_Records shown:_

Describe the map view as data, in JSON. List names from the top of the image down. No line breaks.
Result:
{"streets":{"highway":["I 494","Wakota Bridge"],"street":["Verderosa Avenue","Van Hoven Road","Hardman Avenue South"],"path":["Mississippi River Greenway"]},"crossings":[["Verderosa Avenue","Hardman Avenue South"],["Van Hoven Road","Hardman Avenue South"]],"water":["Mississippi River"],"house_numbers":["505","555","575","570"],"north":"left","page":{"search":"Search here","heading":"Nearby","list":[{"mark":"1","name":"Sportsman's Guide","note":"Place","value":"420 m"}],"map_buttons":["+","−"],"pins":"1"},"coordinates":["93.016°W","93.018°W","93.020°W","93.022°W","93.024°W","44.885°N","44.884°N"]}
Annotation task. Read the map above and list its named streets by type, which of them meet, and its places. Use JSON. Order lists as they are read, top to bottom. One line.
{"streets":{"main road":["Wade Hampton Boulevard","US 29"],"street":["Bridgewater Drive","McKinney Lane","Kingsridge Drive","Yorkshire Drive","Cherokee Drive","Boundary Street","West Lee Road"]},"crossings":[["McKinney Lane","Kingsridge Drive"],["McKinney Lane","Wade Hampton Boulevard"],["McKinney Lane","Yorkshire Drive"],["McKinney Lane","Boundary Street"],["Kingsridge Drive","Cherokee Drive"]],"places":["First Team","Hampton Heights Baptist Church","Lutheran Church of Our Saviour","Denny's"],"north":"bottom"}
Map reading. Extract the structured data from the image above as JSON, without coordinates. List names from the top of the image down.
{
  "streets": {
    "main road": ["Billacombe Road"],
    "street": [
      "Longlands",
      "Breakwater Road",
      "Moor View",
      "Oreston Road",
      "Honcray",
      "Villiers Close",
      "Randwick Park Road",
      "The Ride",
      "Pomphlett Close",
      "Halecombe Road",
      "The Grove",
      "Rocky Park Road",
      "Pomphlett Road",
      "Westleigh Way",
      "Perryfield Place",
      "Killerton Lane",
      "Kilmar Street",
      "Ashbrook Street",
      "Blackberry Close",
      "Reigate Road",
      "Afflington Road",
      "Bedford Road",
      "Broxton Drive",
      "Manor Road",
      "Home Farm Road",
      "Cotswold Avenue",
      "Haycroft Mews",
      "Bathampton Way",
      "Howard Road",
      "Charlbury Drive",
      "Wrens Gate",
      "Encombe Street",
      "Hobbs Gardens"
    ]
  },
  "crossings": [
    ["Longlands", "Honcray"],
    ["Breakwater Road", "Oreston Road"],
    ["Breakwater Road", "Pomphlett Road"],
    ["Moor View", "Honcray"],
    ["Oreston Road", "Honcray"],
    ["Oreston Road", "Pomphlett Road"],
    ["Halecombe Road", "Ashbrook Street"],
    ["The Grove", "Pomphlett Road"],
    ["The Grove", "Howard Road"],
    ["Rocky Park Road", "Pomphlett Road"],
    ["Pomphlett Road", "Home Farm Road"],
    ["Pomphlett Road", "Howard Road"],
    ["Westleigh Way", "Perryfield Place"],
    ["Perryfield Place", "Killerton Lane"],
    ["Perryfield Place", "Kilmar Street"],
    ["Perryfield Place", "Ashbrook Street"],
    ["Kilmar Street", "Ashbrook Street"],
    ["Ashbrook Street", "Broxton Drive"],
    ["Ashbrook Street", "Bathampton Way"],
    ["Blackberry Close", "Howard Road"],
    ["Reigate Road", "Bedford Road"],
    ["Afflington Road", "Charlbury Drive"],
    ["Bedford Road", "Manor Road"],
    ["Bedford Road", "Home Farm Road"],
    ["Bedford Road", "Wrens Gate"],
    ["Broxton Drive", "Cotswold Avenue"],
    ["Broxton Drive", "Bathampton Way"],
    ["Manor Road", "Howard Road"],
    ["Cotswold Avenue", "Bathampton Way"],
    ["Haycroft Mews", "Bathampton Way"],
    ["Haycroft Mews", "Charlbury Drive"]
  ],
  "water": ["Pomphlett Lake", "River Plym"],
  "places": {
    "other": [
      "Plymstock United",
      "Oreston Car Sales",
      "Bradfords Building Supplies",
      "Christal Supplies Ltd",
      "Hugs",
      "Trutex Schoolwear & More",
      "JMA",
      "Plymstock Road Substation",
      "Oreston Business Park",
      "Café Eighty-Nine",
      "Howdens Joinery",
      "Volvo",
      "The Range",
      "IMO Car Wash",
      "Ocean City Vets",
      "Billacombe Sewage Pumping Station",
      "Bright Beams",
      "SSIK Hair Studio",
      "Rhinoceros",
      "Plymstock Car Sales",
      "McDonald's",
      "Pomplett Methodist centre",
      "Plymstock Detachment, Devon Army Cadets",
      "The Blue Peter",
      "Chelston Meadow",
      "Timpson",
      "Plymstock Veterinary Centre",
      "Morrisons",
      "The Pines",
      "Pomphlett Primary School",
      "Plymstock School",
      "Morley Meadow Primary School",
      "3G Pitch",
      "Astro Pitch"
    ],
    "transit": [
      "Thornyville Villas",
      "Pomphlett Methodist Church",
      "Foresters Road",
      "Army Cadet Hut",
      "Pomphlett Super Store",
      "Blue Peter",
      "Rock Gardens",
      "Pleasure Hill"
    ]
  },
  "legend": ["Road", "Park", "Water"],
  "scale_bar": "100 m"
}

_Exercise brief:_
Copy out all the entries shown above, character for character.

_Your solution:_
Describe the map view as data, in JSON. List names from the top of the image down. No line breaks.
Result:
{"streets":{"highway":["I 494","Wakota Bridge"],"street":["Verderosa Avenue","Van Hoven Road","Hardman Avenue South"],"path":["Mississippi River Greenway"]},"crossings":[["Verderosa Avenue","Hardman Avenue South"],["Van Hoven Road","Hardman Avenue South"]],"water":["Mississippi River"],"house_numbers":["505","555","575","570"],"north":"left","page":{"search":"Search here","heading":"Nearby","list":[{"mark":"1","name":"Sportsman's Guide","note":"Place","value":"420 m"}],"map_buttons":["+","−"],"pins":"1"},"coordinates":["93.016°W","93.018°W","93.020°W","93.022°W","93.024°W","44.885°N","44.884°N"]}
Annotation task. Read the map above and list its named streets by type, which of them meet, and its places. Use JSON. Order lists as they are read, top to bottom. One line.
{"streets":{"main road":["Wade Hampton Boulevard","US 29"],"street":["Bridgewater Drive","McKinney Lane","Kingsridge Drive","Yorkshire Drive","Cherokee Drive","Boundary Street","West Lee Road"]},"crossings":[["McKinney Lane","Kingsridge Drive"],["McKinney Lane","Wade Hampton Boulevard"],["McKinney Lane","Yorkshire Drive"],["McKinney Lane","Boundary Street"],["Kingsridge Drive","Cherokee Drive"]],"places":["First Team","Hampton Heights Baptist Church","Lutheran Church of Our Saviour","Denny's"],"north":"bottom"}
Map reading. Extract the structured data from the image above as JSON, without coordinates. List names from the top of the image down.
{
  "streets": {
    "main road": ["Billacombe Road"],
    "street": [
      "Longlands",
      "Breakwater Road",
      "Moor View",
      "Oreston Road",
      "Honcray",
      "Villiers Close",
      "Randwick Park Road",
      "The Ride",
      "Pomphlett Close",
      "Halecombe Road",
      "The Grove",
      "Rocky Park Road",
      "Pomphlett Road",
      "Westleigh Way",
      "Perryfield Place",
      "Killerton Lane",
      "Kilmar Street",
      "Ashbrook Street",
      "Blackberry Close",
      "Reigate Road",
      "Afflington Road",
      "Bedford Road",
      "Broxton Drive",
      "Manor Road",
      "Home Farm Road",
      "Cotswold Avenue",
      "Haycroft Mews",
      "Bathampton Way",
      "Howard Road",
      "Charlbury Drive",
      "Wrens Gate",
      "Encombe Street",
      "Hobbs Gardens"
    ]
  },
  "crossings": [
    ["Longlands", "Honcray"],
    ["Breakwater Road", "Oreston Road"],
    ["Breakwater Road", "Pomphlett Road"],
    ["Moor View", "Honcray"],
    ["Oreston Road", "Honcray"],
    ["Oreston Road", "Pomphlett Road"],
    ["Halecombe Road", "Ashbrook Street"],
    ["The Grove", "Pomphlett Road"],
    ["The Grove", "Howard Road"],
    ["Rocky Park Road", "Pomphlett Road"],
    ["Pomphlett Road", "Home Farm Road"],
    ["Pomphlett Road", "Howard Road"],
    ["Westleigh Way", "Perryfield Place"],
    ["Perryfield Place", "Killerton Lane"],
    ["Perryfield Place", "Kilmar Street"],
    ["Perryfield Place", "Ashbrook Street"],
    ["Kilmar Street", "Ashbrook Street"],
    ["Ashbrook Street", "Broxton Drive"],
    ["Ashbrook Street", "Bathampton Way"],
    ["Blackberry Close", "Howard Road"],
    ["Reigate Road", "Bedford Road"],
    ["Afflington Road", "Charlbury Drive"],
    ["Bedford Road", "Manor Road"],
    ["Bedford Road", "Home Farm Road"],
    ["Bedford Road", "Wrens Gate"],
    ["Broxton Drive", "Cotswold Avenue"],
    ["Broxton Drive", "Bathampton Way"],
    ["Manor Road", "Howard Road"],
    ["Cotswold Avenue", "Bathampton Way"],
    ["Haycroft Mews", "Bathampton Way"],
    ["Haycroft Mews", "Charlbury Drive"]
  ],
  "water": ["Pomphlett Lake", "River Plym"],
  "places": {
    "other": [
      "Plymstock United",
      "Oreston Car Sales",
      "Bradfords Building Supplies",
      "Christal Supplies Ltd",
      "Hugs",
      "Trutex Schoolwear & More",
      "JMA",
      "Plymstock Road Substation",
      "Oreston Business Park",
      "Café Eighty-Nine",
      "Howdens Joinery",
      "Volvo",
      "The Range",
      "IMO Car Wash",
      "Ocean City Vets",
      "Billacombe Sewage Pumping Station",
      "Bright Beams",
      "SSIK Hair Studio",
      "Rhinoceros",
      "Plymstock Car Sales",
      "McDonald's",
      "Pomplett Methodist centre",
      "Plymstock Detachment, Devon Army Cadets",
      "The Blue Peter",
      "Chelston Meadow",
      "Timpson",
      "Plymstock Veterinary Centre",
      "Morrisons",
      "The Pines",
      "Pomphlett Primary School",
      "Plymstock School",
      "Morley Meadow Primary School",
      "3G Pitch",
      "Astro Pitch"
    ],
    "transit": [
      "Thornyville Villas",
      "Pomphlett Methodist Church",
      "Foresters Road",
      "Army Cadet Hut",
      "Pomphlett Super Store",
      "Blue Peter",
      "Rock Gardens",
      "Pleasure Hill"
    ]
  },
  "legend": ["Road", "Park", "Water"],
  "scale_bar": "100 m"
}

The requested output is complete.